Banner

Yoni, een intiem succesverhaal

26 april 2018

Als ze van haar medisch specialist het advies krijgt tampons en maandverband van biologisch katoen te gaan gebruiken, gaat er bij Mariah Mansvelt Beck een knop om. “Op geen enkele verpakking stonden ingrediënten vermeld!” Het is het begin van een succesverhaal. Want acht jaar later verkoopt Yoni haar biologische producten in 850 Albert Heijn-supermarkten. Het buitenland is de volgende stap.

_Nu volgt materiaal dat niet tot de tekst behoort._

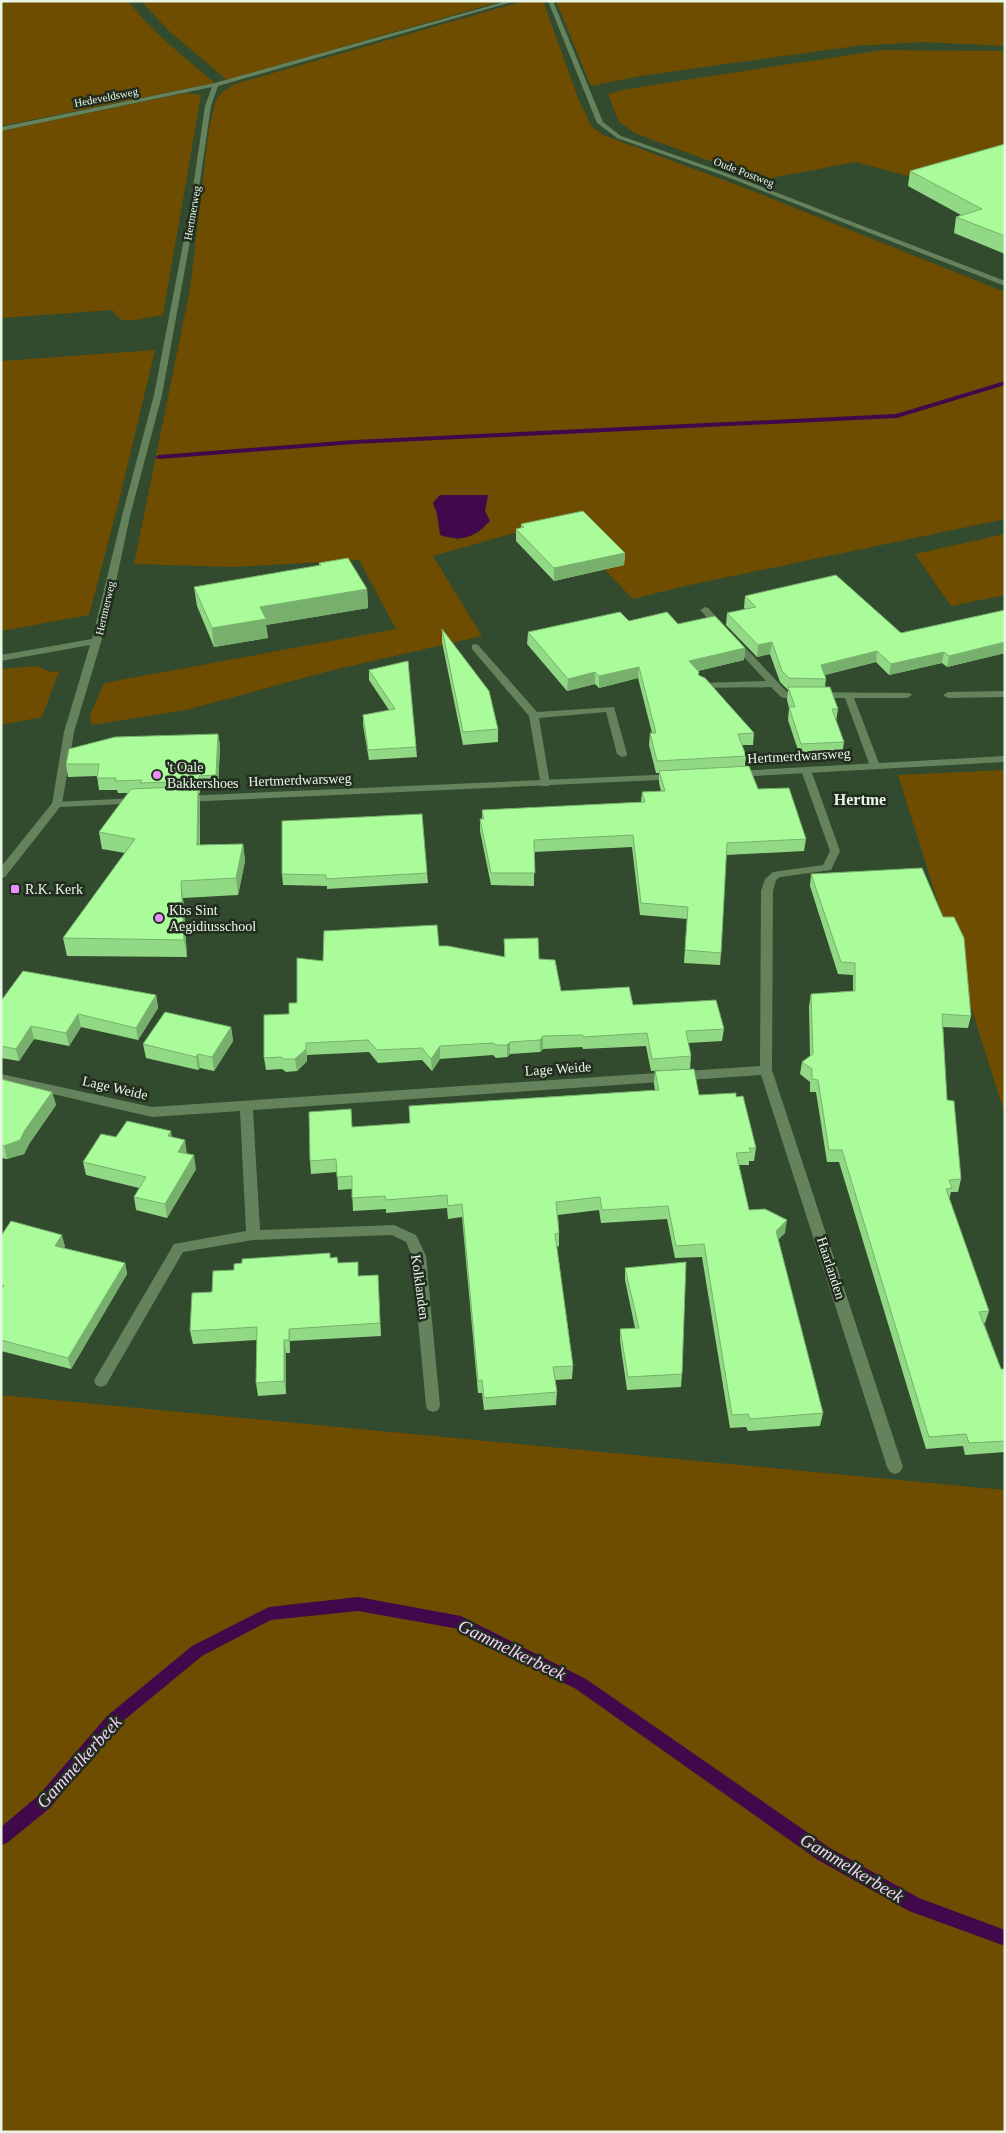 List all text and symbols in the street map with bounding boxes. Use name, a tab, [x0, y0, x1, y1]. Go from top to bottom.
street label: Hedeveldsweg	[73, 85, 139, 109]
street label: Oude Postweg	[712, 155, 776, 189]
street label: Hertmerweg	[181, 184, 203, 241]
street label: Hertmerweg	[93, 579, 117, 636]
street label: Hertmerdwarsweg	[747, 746, 851, 766]
place label: 't Oale Bakkershoes	[167, 760, 239, 791]
marker: 't Oale Bakkershoes	[151, 769, 163, 781]
street label: Hertmerdwarsweg	[248, 771, 352, 789]
district label: Hertme	[834, 791, 886, 808]
place label: R.K. Kerk	[25, 882, 83, 897]
marker: R.K. Kerk	[9, 883, 21, 895]
place label: Kbs Sint Aegidiusschool	[169, 903, 256, 934]
marker: Kbs Sint Aegidiusschool	[153, 912, 165, 924]
street label: Lage Weide	[524, 1059, 592, 1079]
street label: Lage Weide	[81, 1073, 149, 1103]
street label: Haarlanden	[814, 1235, 848, 1301]
street label: Kolklanden	[408, 1254, 432, 1320]
water label: Gammelkerbeek	[455, 1615, 570, 1685]
water label: Gammelkerbeek	[32, 1711, 126, 1812]
water label: Gammelkerbeek	[797, 1829, 908, 1907] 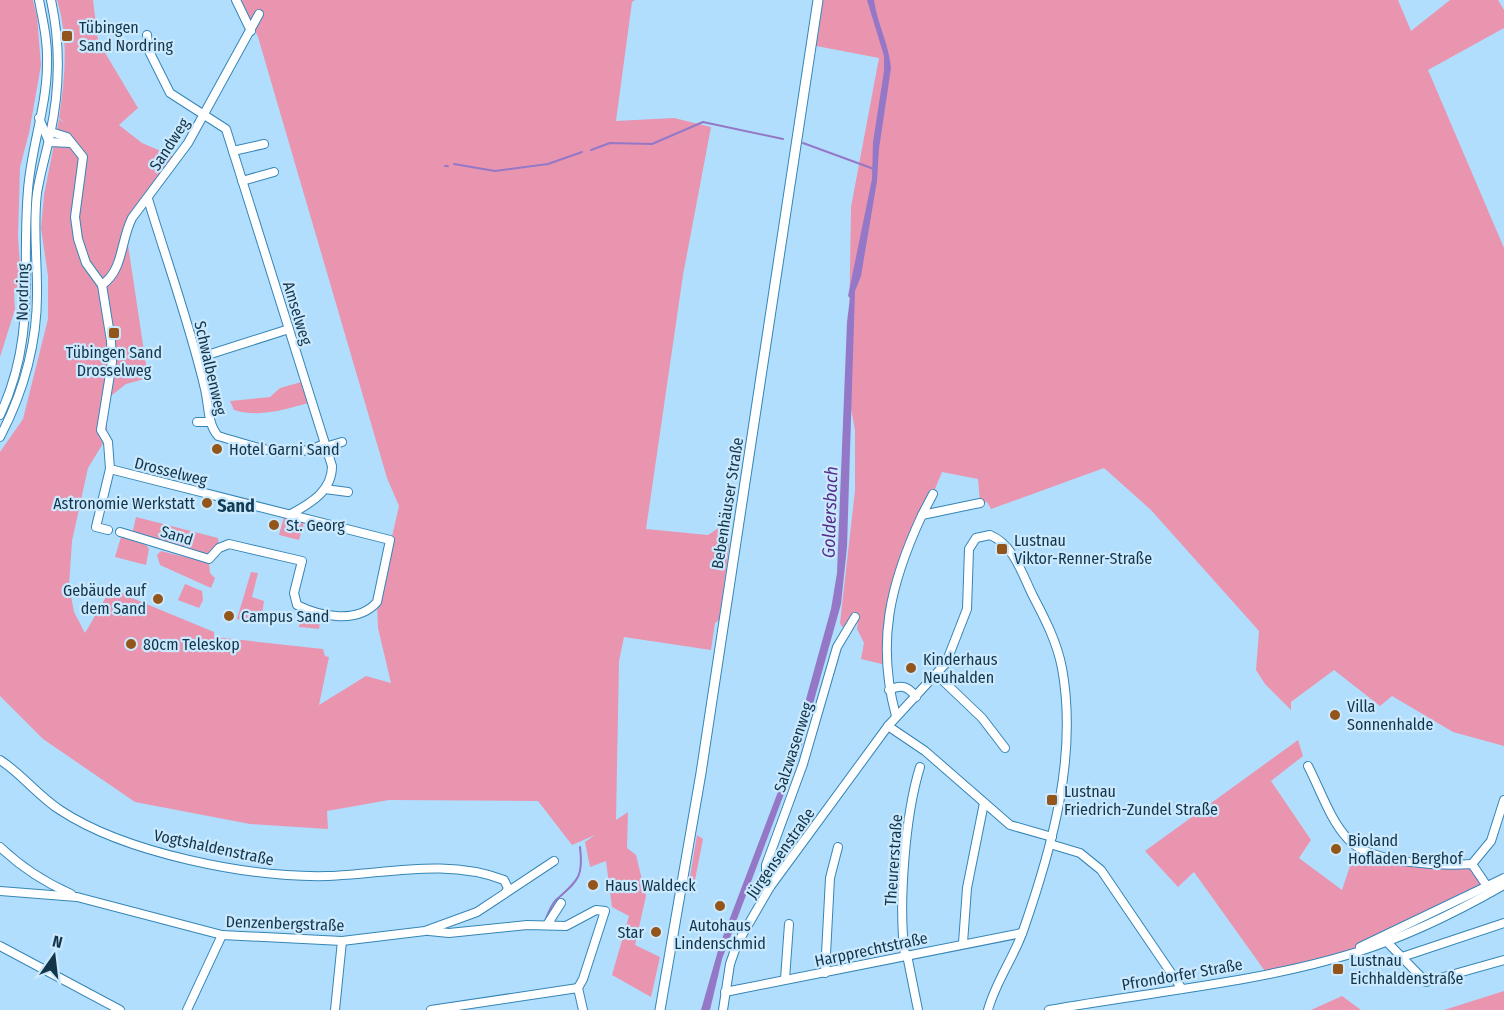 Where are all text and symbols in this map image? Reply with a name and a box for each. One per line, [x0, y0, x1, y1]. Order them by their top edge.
place label: Tübingen Sand Nordring [79, 18, 173, 55]
marker: Tübingen Sand Nordring [60, 29, 74, 43]
street label: Sandweg [145, 114, 194, 174]
street label: Nordring [13, 263, 33, 321]
street label: Amselweg [279, 279, 316, 348]
street label: Schwalbenweg [190, 319, 231, 418]
marker: Tübingen Sand Drosselweg [107, 326, 121, 340]
place label: Tübingen Sand Drosselweg [66, 343, 162, 380]
street label: Bebenhäuser Straße [708, 436, 747, 570]
place label: Hotel Garni Sand [229, 440, 340, 459]
marker: Hotel Garni Sand [210, 442, 224, 456]
street label: Drosselweg [132, 453, 210, 490]
water label: Goldersbach [817, 466, 843, 558]
place label: Astronomie Werkstatt [53, 494, 196, 513]
district label: Sand [217, 495, 255, 517]
marker: Astronomie Werkstatt [200, 496, 214, 510]
place label: St. Georg [286, 516, 345, 535]
marker: St. Georg [267, 518, 281, 532]
street label: Sand [158, 522, 195, 549]
place label: Lustnau Viktor-Renner-Straße [1014, 531, 1152, 568]
marker: Lustnau Viktor-Renner-Straße [995, 542, 1009, 556]
place label: Gebäude auf dem Sand [63, 581, 147, 618]
marker: Gebäude auf dem Sand [151, 592, 165, 606]
place label: Campus Sand [241, 607, 329, 626]
marker: Campus Sand [222, 609, 236, 623]
place label: 80cm Teleskop [143, 635, 240, 654]
marker: 80cm Teleskop [124, 637, 138, 651]
place label: Kinderhaus Neuhalden [923, 650, 998, 687]
marker: Kinderhaus Neuhalden [904, 661, 918, 675]
place label: Villa Sonnenhalde [1347, 697, 1433, 734]
street label: Salzwasenweg [770, 699, 817, 795]
marker: Villa Sonnenhalde [1328, 708, 1342, 722]
place label: Lustnau Friedrich-Zundel Straße [1064, 782, 1218, 819]
marker: Lustnau Friedrich-Zundel Straße [1045, 793, 1059, 807]
street label: Jürgensenstraße [742, 804, 819, 902]
street label: Theurerstraße [881, 813, 906, 907]
street label: Vogtshaldenstraße [152, 825, 276, 870]
place label: Bioland Hofladen Berghof [1348, 831, 1464, 868]
marker: Bioland Hofladen Berghof [1329, 842, 1343, 856]
place label: Haus Waldeck [605, 876, 696, 895]
marker: Haus Waldeck [586, 878, 600, 892]
marker: Autohaus Lindenschmid [713, 899, 727, 913]
street label: Denzenbergstraße [225, 912, 345, 935]
place label: Autohaus Lindenschmid [674, 916, 766, 953]
place label: Star [618, 923, 644, 942]
marker: Star [649, 925, 663, 939]
north arrow [24, 926, 84, 986]
street label: Harpprechtstraße [813, 928, 929, 971]
text: N [51, 932, 64, 952]
place label: Lustnau Eichhaldenstraße [1350, 951, 1464, 988]
street label: Pfrondorfer Straße [1120, 955, 1244, 994]
marker: Lustnau Eichhaldenstraße [1331, 962, 1345, 976] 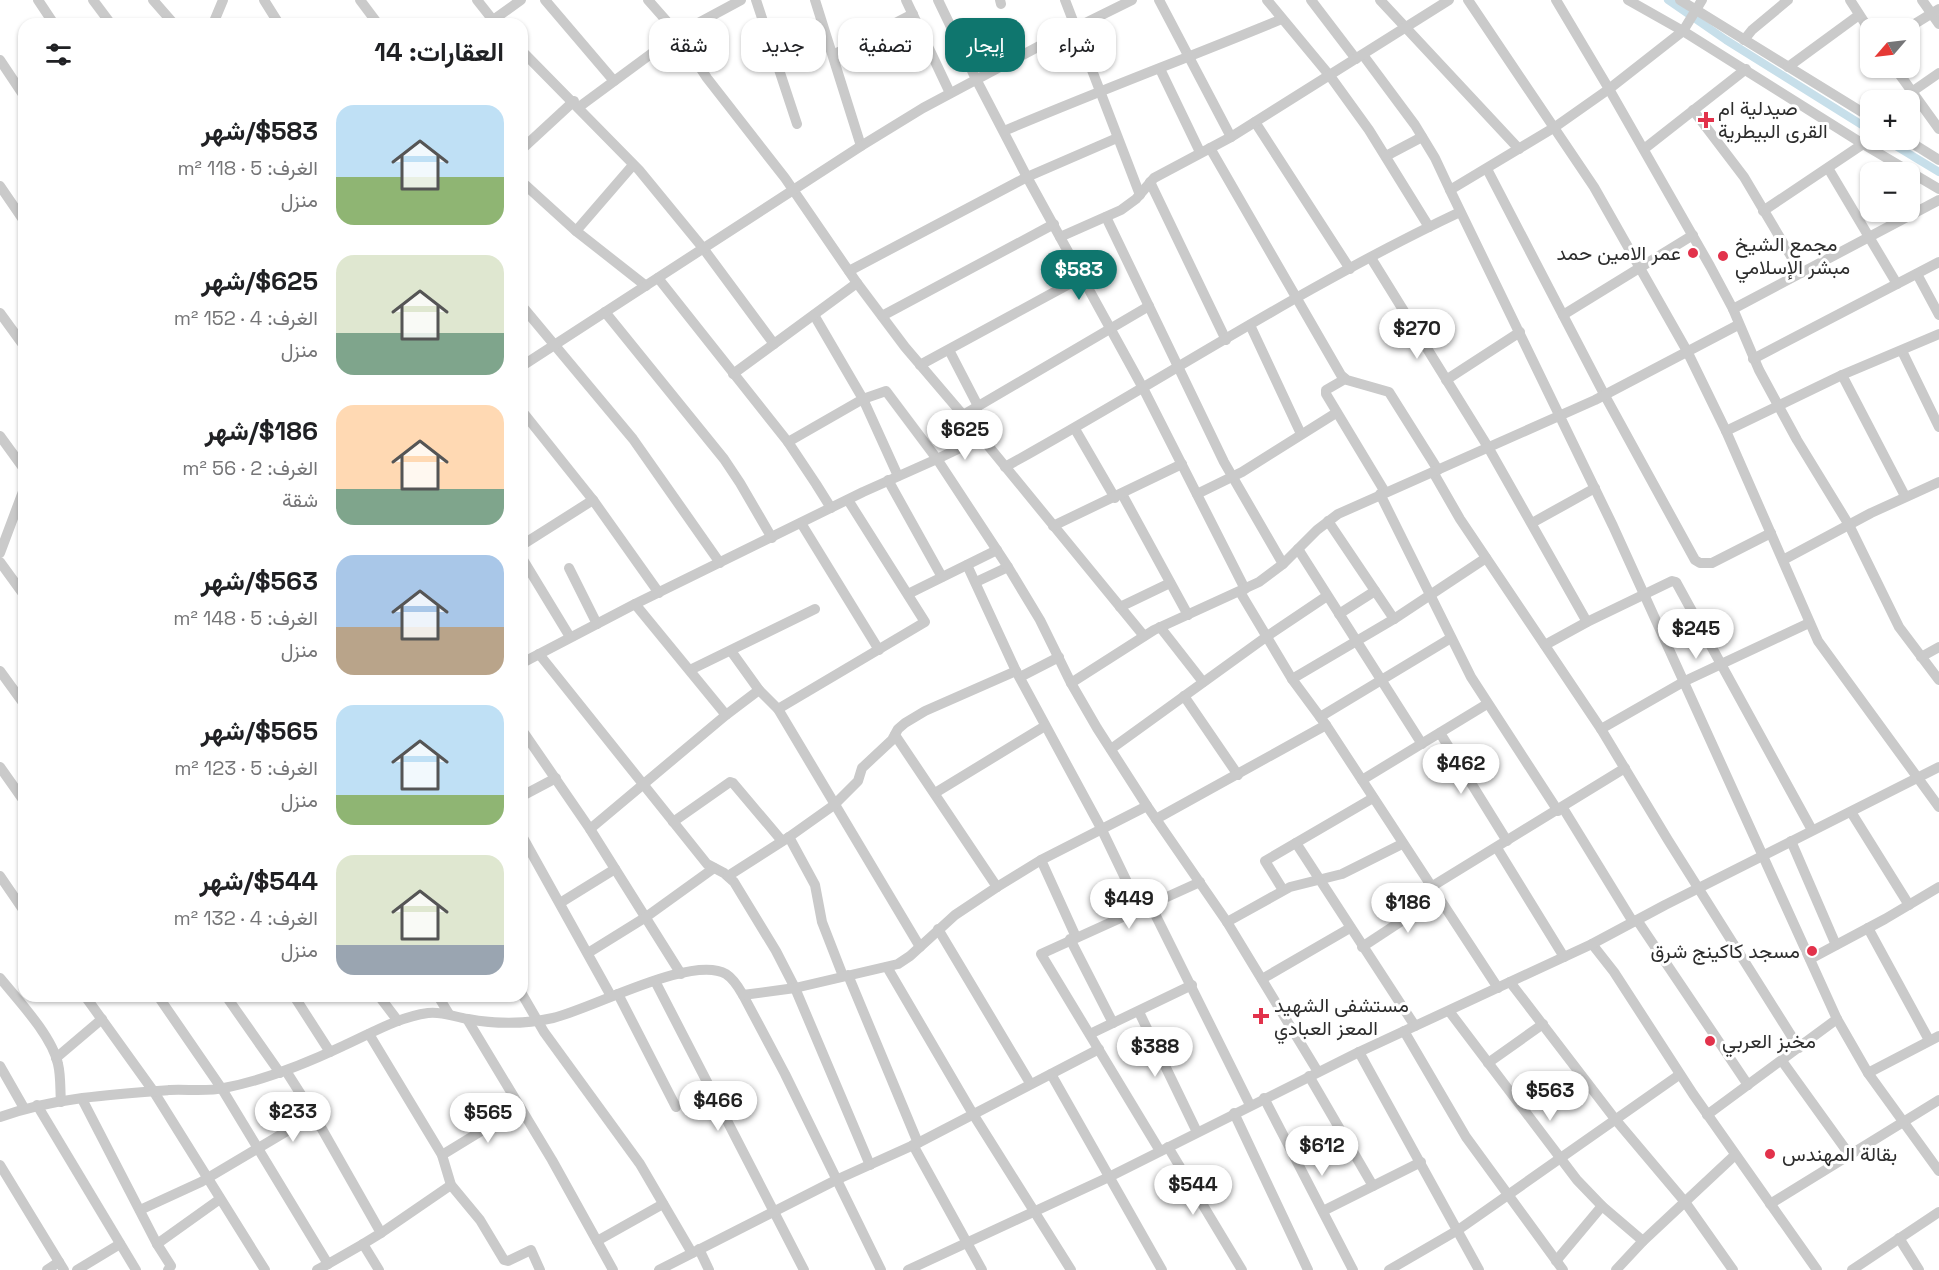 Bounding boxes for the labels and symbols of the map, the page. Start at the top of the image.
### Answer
north arrow [1860,18,1920,78]
place label: صيدلية ام القرى البيطرية [1718,95,1828,144]
marker: صيدلية ام القرى البيطرية [1699,113,1713,127]
place label: مجمع الشيخ مبشر الإسلامي [1735,231,1850,284]
place label: عمر الامين حمد [1557,240,1681,266]
marker: عمر الامين حمد [1686,246,1700,260]
marker: مجمع الشيخ مبشر الإسلامي [1716,249,1730,263]
pin: $583 [1043,250,1115,301]
pin: $270 [1381,309,1453,360]
pin: $625 [929,410,1001,461]
pin: $245 [1660,609,1732,660]
pin: $462 [1425,744,1497,795]
pin: $449 [1093,879,1165,930]
pin: $186 [1372,883,1444,934]
place label: مسجد كاكينج شرق [1650,938,1800,965]
marker: مسجد كاكينج شرق [1805,944,1819,958]
place label: مستشفى الشهيد المعز العبادي [1274,992,1409,1045]
marker: مستشفى الشهيد المعز العبادي [1252,1007,1270,1025]
pin: $388 [1119,1027,1191,1078]
place label: مخبز العربي [1722,1028,1816,1058]
marker: مخبز العربي [1703,1034,1717,1048]
pin: $563 [1514,1071,1586,1122]
pin: $466 [682,1081,754,1132]
pin: $233 [257,1092,329,1143]
pin: $565 [452,1093,524,1144]
pin: $612 [1286,1126,1358,1177]
place label: بقالة المهندس [1782,1141,1897,1167]
marker: بقالة المهندس [1763,1147,1777,1161]
pin: $544 [1157,1165,1229,1216]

Het voelde als een overwinning, de dag dat Yoni in de schappen van Albert Heijn lag. “We wilden twee dingen met Yoni: dat alle vrouwen het recht hebben om te weten waar intieme producten van gemaakt zijn. En dat die producten op ieder schap staan, niet alleen maar bij gespecialiseerde biologische winkels waarvoor vrouwen moeten omfietsen.” Tot de komst van Yoni wisten maar heel weinig vrouwen waar tampons en maandverband van gemaakt zijn. Mariah: “Zelfs op tandpasta staat wat erin een tube zit. Maar bij intieme producten mag je blijkbaar niet weten waar het van gemaakt is. Terwijl veel vrouwen gevoelig kunnen zijn voor synthetische stoffen zoals plastic en parfum.” Samen met haar vriendin Wendelien Hebly besluiten zij de bio-katoenen variant populair te maken. De twee worden ondernemer. Yoni - Sanskriet voor ‘vagina’ - is geboren. Een crowdfundingcampagne levert niet alleen een startkapitaaltje op, maar ook veel free publicity. “We hebben toen onze eerste bestelling geplaatst en zijn begin 2015 begonnen.”

Etos eerste grote afnemer

Vanaf dat moment gaat het hard. Yoni komt op de schappen van Marqt, hun eerste keten. Etos belt, gealarmeerd door de geslaagde crowdfundingactie. Het klinkt niet als de
doorsnee-startup, die moeite moet doen om op het schap te komen. Integendeel, de twee initiatiefnemers kunnen aan alle kanten op sympathie rekenen. Mariah: “In het begin wil
je alles zelf doen. Maar je komt er al snel achter dat anderen dingen beter kunnen dan jij. Thonik, een bekend designbureau, heeft ons geholpen om onze verpakkingen te
ontwerpen. Zij hebben er zelfs een designprijs mee gewonnen. PricewaterhouseCoopers stelde kennis en kantoorruimte beschikbaar, al zijn we inmiddels verhuisd. Wij mochten ons verhaal doen bij TEDx Amsterdam Women. Nou, ik kan je wel zeggen: als je een TEDx-filmpje stuurt van je idee met de boodschap ‘kijk maar, dit is ons verhaal’, dan komt dat net even lekkerder binnen dan een gewoon mailtje. En via TEDx kwamen we weer aan Clifford Chance, een advocatenkantoor dat ons bijstond bij de keus van onder andere een structuur.”
Tegenwoordig bestaat Yoni niet alleen meer uit Wendelien en Mariah. Het team groeit, en daarmee is Mariahs rol veranderd. “Ik kan en hoef niet meer alles zelf te doen.
Ik ben nu vooral medewerkers aan het coachen, het merk bewaken, Yoni op podia presenteren. Ik kan nu dingen loslaten.”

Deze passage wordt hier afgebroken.